Document Type

Article

Publication Date

10-2022

Abstract

Unconditional direct cash transfers (DCTs) are supported by a vast national and international evidence base. They have been shown to have a positive impact on health outcomes, school attendance, child development, household spending, and poverty reduction (Morton et. al., 2020). For young people experiencing homelessness or housing instability, DCTs offer a promising approach for moving swiftly to safe, permanent housing and starting on pathways to independence. While a DCT can be an important source of support and financial safety net, there is currently no express exemption from income for DCTs, potentially impacting a young person’s tax burden. Ultimately, this could erode the net benefit of a pilot program and possibly produce new forms of inequality (Baker et al., 2020).

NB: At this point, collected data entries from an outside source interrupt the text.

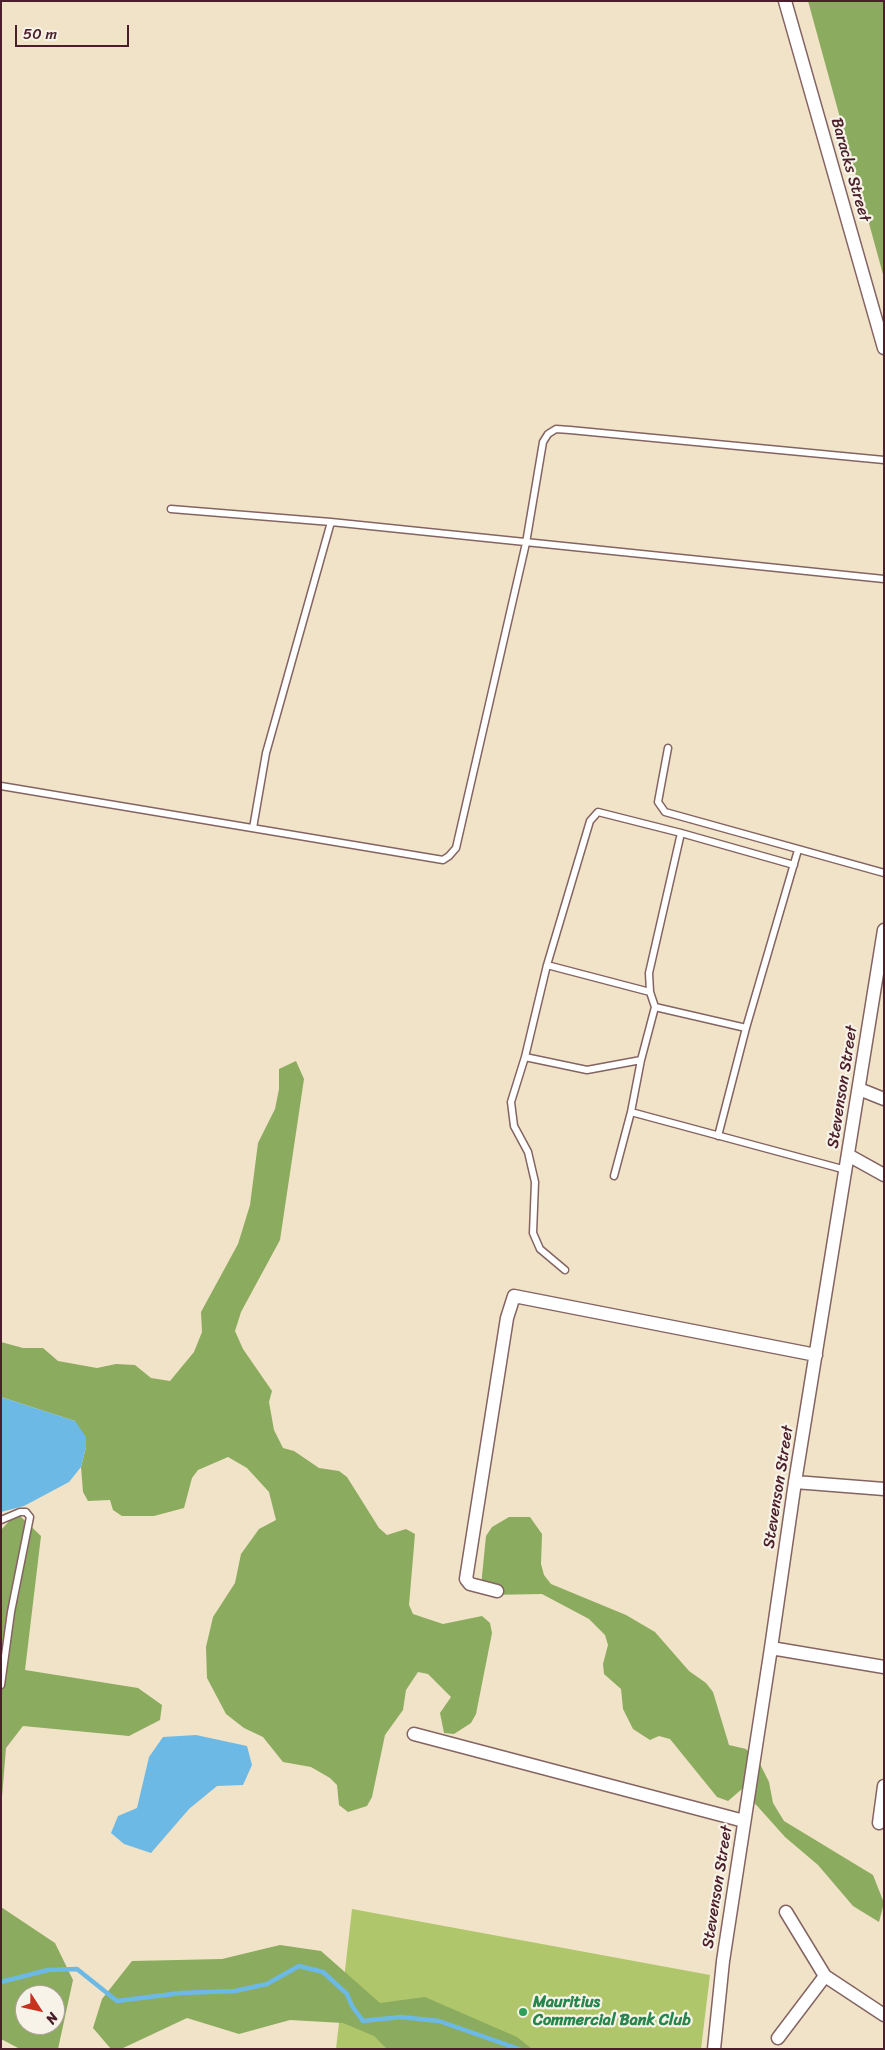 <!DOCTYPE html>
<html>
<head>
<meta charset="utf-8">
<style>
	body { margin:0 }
	#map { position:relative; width:885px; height:2050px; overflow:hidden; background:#f1e3c7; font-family:Sriracha,sans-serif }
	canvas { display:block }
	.frame { position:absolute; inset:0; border:2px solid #4a1f2b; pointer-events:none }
	.north { position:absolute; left:15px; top:1985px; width:50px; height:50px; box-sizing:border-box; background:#f7f3e8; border:1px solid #b29e9c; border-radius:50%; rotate:125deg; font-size:14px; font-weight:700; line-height:20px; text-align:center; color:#4a1f2b }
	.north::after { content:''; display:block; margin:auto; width:18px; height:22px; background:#c8321e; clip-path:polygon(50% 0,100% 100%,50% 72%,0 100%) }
	.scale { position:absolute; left:15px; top:25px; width:114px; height:22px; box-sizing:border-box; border:2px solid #4a1f2b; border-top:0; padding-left:6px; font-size:15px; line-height:18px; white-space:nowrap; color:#4a1f2b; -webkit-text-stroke:4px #f7f3e8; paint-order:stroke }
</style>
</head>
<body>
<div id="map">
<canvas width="885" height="2050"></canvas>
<div class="frame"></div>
<div class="north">N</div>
<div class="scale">50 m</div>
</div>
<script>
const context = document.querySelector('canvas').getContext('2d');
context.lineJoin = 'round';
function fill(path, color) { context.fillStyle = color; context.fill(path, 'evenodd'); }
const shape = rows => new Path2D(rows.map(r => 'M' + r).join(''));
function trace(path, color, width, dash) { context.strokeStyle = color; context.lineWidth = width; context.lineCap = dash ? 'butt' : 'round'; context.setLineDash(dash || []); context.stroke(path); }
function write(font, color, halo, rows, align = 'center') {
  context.font = font + ' Sriracha,sans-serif'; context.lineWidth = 4.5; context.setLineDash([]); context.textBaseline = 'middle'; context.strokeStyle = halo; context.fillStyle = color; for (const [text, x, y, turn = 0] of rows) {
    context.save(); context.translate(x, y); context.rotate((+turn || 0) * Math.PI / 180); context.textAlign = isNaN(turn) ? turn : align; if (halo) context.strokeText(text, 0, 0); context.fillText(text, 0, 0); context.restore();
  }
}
const green = shape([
	[352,1909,710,1975,701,2049,336,2049]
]);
const forest = shape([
	[808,1,884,1,884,278],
	[296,1061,304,1079,280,1240,241,1312,235,1331,243,1349,272,1391,269,1402,274,1430,283,1448,294,1451,319,1468,339,1471,347,1477,379,1528,387,1535,406,1529,415,1534,409,1605,413,1614,443,1624,482,1616,490,1623,492,1633,476,1714,471,1723,454,1734,444,1733,440,1713,451,1697,428,1674,418,1672,406,1690,403,1710,385,1735,372,1797,367,1806,348,1812,339,1805,337,1785,330,1778,311,1767,283,1762,263,1737,244,1728,226,1714,207,1678,206,1647,213,1617,235,1583,241,1554,259,1529,276,1520,269,1492,247,1468,228,1457,198,1470,192,1478,184,1508,154,1516,122,1516,113,1510,110,1500,88,1501,83,1492,81,1467,86,1447,75,1421,1,1397,1,1342,23,1348,43,1348,58,1361,97,1368,116,1364,135,1365,151,1378,170,1381,194,1352,202,1332,201,1312,238,1244,250,1205,258,1143,275,1109,279,1089,279,1069],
	[20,1516,41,1536,25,1670,138,1688,162,1705,160,1720,129,1736,23,1726,6,1748,1,1809,1,1530,11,1519],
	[509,1517,530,1517,542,1534,541,1564,544,1575,551,1584,626,1615,655,1632,689,1671,706,1683,713,1692,729,1745,746,1749,760,1764,769,1782,773,1803,784,1821,873,1875,884,1903,879,1922,853,1906,818,1865,785,1837,742,1789,728,1801,717,1797,670,1739,659,1736,650,1740,633,1729,623,1709,621,1689,604,1674,603,1664,608,1645,605,1635,589,1619,542,1594,488,1595,481,1586,486,1536,492,1527],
	[1,1907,55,1943,73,1980,58,2049,20,2049,1,2039],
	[25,1995,55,1995,55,2025,25,2025],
	[280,1945,321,1951,380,2003,425,1997,517,2037,532,2049,387,2049,374,2036,343,2023,290,2020,239,2034,187,2018,121,2049,111,2049,93,2028,102,1999,132,1961,222,1959]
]);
const water = shape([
	[1,1397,75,1421,86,1437,86,1447,81,1467,69,1482,24,1506,1,1512],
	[196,1735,247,1746,252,1765,243,1785,217,1786,189,1809,151,1853,124,1844,111,1833,118,1816,137,1808,149,1757,163,1737]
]);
const stream = shape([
	[1,1982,48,1970,77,1969,117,2001,181,1993,235,1991,267,1984,299,1966,323,1972,347,1994,352,2006,363,2021,401,2017,439,2021,519,2049]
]);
const lane = shape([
	[171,509,331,522,884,579],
	[668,748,658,802,665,812,884,873],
	[1,786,443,860,449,856,456,848,526,543,543,442,548,434,556,429,570,430,884,460],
	[253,828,266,753,331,522],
	[547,965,650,992],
	[655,1007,746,1028],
	[525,1057,511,1102,514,1126,528,1152,535,1182,533,1233,540,1249,565,1270],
	[641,1060,587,1070,525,1057,547,965,590,821,598,812,681,833,794,865],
	[631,1112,846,1170],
	[718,1136,746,1028,798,850],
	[614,1176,631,1112,641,1060,655,1007,650,992,649,973,681,833],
	[1,1520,20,1512,26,1512,30,1517,11,1612,1,1685]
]);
const street = shape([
	[785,1,884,348],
	[859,1089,884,1099],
	[848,1155,884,1175],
	[795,1482,884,1489],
	[497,1591,470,1584,466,1579,507,1318,514,1296,816,1355],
	[771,1648,884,1667],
	[414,1734,744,1821],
	[879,1823,884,1786],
	[786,1912,825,1976,884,2015],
	[778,2038,825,1976],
	[714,2049,723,1961,771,1648,795,1482,884,930]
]);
const markers = [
	[523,2012,5,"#2e9e5b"]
];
const streetNames = [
	["Baracks Street",850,170,74],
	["Stevenson Street",843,1087,-81],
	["Stevenson Street",779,1487,-81],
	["Stevenson Street",718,1887,-81]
];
const leisureNames = [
	["Mauritius",533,2003],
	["Commercial Bank Club",533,2021]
];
fill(green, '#afc66b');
fill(forest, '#8bab5f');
fill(water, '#6cb9e6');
trace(stream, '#6cb9e6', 4.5);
trace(lane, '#846462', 9);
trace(street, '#846462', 15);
trace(lane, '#fff', 6);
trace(street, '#fff', 12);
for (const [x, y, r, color] of markers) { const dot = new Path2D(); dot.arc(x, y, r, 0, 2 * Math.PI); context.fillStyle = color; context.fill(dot); trace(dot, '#f7f3e8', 2); }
write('16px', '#4a1f2b', '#f7f3e8', streetNames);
write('bold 16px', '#27864d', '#f7f3e8', leisureNames, 'left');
</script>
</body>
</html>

Currently, several cities and counties throughout the U.S. are considering DCTs as an intervention to end youth homelessness. Many are designing these interventions as a cash gift, structured so that the regular cash payment from a nonprofit to a young person experiencing homelessness proceeds from “detached and disinterested generosity” and “out of. . . charity or like impulses” (Commissioner v. Duberstein, 1960; Kahn, 2018).2 This paper analyzes this interpretation and current income exclusions in the tax code analogous to DCTs. There is not an explicit tax code section that directly addresses the tax treatment of DCTs. However, existing exemptions from income provide a framework for supporting the exclusion of DCTs from gross income, so long as the payments are not compensation for services, and are distributed out of detached, disinterested generosity to address a recipient’s financial need. Ideally, express federal and state legislative guidance will be forthcoming to direct revenue agencies, DCT providers, and fund recipients how unconditional DCTs should be treated.